## MATERIAL PROVIDED
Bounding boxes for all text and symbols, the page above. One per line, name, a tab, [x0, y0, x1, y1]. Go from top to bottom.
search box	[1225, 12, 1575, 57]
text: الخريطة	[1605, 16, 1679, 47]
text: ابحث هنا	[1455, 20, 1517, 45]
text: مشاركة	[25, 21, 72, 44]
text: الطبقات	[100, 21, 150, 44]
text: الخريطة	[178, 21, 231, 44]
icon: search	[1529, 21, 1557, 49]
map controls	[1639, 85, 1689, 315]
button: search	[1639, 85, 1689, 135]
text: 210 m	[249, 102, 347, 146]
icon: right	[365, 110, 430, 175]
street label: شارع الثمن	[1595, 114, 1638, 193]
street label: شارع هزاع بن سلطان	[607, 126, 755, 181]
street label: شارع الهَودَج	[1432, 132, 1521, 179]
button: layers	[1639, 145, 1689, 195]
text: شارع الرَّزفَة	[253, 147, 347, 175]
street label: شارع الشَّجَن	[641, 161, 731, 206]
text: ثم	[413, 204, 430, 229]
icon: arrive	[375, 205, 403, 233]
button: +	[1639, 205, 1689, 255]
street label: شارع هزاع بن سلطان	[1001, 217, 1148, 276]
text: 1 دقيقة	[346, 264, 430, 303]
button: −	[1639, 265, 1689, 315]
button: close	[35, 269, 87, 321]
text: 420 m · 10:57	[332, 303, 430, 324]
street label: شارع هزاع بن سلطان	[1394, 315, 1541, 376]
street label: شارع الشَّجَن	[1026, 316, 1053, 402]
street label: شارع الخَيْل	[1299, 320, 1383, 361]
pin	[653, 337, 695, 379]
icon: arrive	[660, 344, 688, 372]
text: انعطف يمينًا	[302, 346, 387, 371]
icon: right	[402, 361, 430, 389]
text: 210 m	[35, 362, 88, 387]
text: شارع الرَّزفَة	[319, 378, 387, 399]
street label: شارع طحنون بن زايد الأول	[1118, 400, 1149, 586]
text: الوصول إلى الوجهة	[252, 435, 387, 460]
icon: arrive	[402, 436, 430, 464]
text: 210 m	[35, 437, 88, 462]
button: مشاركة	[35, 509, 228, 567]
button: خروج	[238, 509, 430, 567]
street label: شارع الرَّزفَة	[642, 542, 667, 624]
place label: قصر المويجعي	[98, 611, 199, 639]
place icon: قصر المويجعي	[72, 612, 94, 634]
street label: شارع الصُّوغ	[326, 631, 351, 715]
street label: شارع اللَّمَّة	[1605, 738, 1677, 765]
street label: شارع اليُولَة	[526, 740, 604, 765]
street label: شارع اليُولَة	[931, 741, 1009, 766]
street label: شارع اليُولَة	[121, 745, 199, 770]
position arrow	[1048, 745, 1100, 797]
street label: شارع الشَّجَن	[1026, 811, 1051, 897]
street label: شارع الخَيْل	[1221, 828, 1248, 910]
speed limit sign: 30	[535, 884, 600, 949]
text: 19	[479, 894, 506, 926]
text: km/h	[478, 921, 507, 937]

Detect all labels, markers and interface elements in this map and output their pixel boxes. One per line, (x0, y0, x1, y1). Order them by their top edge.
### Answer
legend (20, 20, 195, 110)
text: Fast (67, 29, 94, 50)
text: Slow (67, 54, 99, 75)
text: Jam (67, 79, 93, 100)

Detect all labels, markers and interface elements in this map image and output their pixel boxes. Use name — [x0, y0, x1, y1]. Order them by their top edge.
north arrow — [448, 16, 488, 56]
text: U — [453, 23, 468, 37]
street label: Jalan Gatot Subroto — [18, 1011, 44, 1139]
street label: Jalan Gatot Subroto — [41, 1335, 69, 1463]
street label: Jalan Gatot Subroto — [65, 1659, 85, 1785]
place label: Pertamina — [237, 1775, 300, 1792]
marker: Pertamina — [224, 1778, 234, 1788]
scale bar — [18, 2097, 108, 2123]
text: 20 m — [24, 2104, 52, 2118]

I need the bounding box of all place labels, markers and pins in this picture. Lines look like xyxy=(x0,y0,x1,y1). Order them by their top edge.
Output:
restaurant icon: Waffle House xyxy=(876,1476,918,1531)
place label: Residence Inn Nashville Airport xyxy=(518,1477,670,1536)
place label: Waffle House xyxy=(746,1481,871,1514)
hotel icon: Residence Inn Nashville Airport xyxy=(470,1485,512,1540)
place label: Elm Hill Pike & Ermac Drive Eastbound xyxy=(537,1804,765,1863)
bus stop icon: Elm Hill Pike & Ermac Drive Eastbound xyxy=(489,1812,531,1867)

## BRIEF
The entries above should be set down again exactly as they appear.

## EXERCISE RESULT
Bounding boxes for all text and symbols, the page above. One per line, name, a tab, [x0, y0, x1, y1]. Go from top to bottom.
search box	[1225, 12, 1575, 57]
text: الخريطة	[1605, 16, 1679, 47]
text: ابحث هنا	[1455, 20, 1517, 45]
text: مشاركة	[25, 21, 72, 44]
text: الطبقات	[100, 21, 150, 44]
text: الخريطة	[178, 21, 231, 44]
icon: search	[1529, 21, 1557, 49]
map controls	[1639, 85, 1689, 315]
button: search	[1639, 85, 1689, 135]
text: 210 m	[249, 102, 347, 146]
icon: right	[365, 110, 430, 175]
street label: شارع الثمن	[1595, 114, 1638, 193]
street label: شارع هزاع بن سلطان	[607, 126, 755, 181]
street label: شارع الهَودَج	[1432, 132, 1521, 179]
button: layers	[1639, 145, 1689, 195]
text: شارع الرَّزفَة	[253, 147, 347, 175]
street label: شارع الشَّجَن	[641, 161, 731, 206]
text: ثم	[413, 204, 430, 229]
icon: arrive	[375, 205, 403, 233]
button: +	[1639, 205, 1689, 255]
street label: شارع هزاع بن سلطان	[1001, 217, 1148, 276]
text: 1 دقيقة	[346, 264, 430, 303]
button: −	[1639, 265, 1689, 315]
button: close	[35, 269, 87, 321]
text: 420 m · 10:57	[332, 303, 430, 324]
street label: شارع هزاع بن سلطان	[1394, 315, 1541, 376]
street label: شارع الشَّجَن	[1026, 316, 1053, 402]
street label: شارع الخَيْل	[1299, 320, 1383, 361]
pin	[653, 337, 695, 379]
icon: arrive	[660, 344, 688, 372]
text: انعطف يمينًا	[302, 346, 387, 371]
icon: right	[402, 361, 430, 389]
text: 210 m	[35, 362, 88, 387]
text: شارع الرَّزفَة	[319, 378, 387, 399]
street label: شارع طحنون بن زايد الأول	[1118, 400, 1149, 586]
text: الوصول إلى الوجهة	[252, 435, 387, 460]
icon: arrive	[402, 436, 430, 464]
text: 210 m	[35, 437, 88, 462]
button: مشاركة	[35, 509, 228, 567]
button: خروج	[238, 509, 430, 567]
street label: شارع الرَّزفَة	[642, 542, 667, 624]
place label: قصر المويجعي	[98, 611, 199, 639]
place icon: قصر المويجعي	[72, 612, 94, 634]
street label: شارع الصُّوغ	[326, 631, 351, 715]
street label: شارع اللَّمَّة	[1605, 738, 1677, 765]
street label: شارع اليُولَة	[526, 740, 604, 765]
street label: شارع اليُولَة	[931, 741, 1009, 766]
street label: شارع اليُولَة	[121, 745, 199, 770]
position arrow	[1048, 745, 1100, 797]
street label: شارع الشَّجَن	[1026, 811, 1051, 897]
street label: شارع الخَيْل	[1221, 828, 1248, 910]
speed limit sign: 30	[535, 884, 600, 949]
text: 19	[479, 894, 506, 926]
text: km/h	[478, 921, 507, 937]

Detect all labels, markers and interface elements in this map and output their pixel boxes. One per line, (x0, y0, x1, y1). Order them by their top edge.
### Answer
legend (20, 20, 195, 110)
text: Fast (67, 29, 94, 50)
text: Slow (67, 54, 99, 75)
text: Jam (67, 79, 93, 100)

Detect all labels, markers and interface elements in this map image and output their pixel boxes. Use name — [x0, y0, x1, y1]. Order them by their top edge.
north arrow — [448, 16, 488, 56]
text: U — [453, 23, 468, 37]
street label: Jalan Gatot Subroto — [18, 1011, 44, 1139]
street label: Jalan Gatot Subroto — [41, 1335, 69, 1463]
street label: Jalan Gatot Subroto — [65, 1659, 85, 1785]
place label: Pertamina — [237, 1775, 300, 1792]
marker: Pertamina — [224, 1778, 234, 1788]
scale bar — [18, 2097, 108, 2123]
text: 20 m — [24, 2104, 52, 2118]

I need the bounding box of all place labels, markers and pins in this picture. Lines look like xyxy=(x0,y0,x1,y1). Order them by their top edge.
Output:
restaurant icon: Waffle House xyxy=(876,1476,918,1531)
place label: Residence Inn Nashville Airport xyxy=(518,1477,670,1536)
place label: Waffle House xyxy=(746,1481,871,1514)
hotel icon: Residence Inn Nashville Airport xyxy=(470,1485,512,1540)
place label: Elm Hill Pike & Ermac Drive Eastbound xyxy=(537,1804,765,1863)
bus stop icon: Elm Hill Pike & Ermac Drive Eastbound xyxy=(489,1812,531,1867)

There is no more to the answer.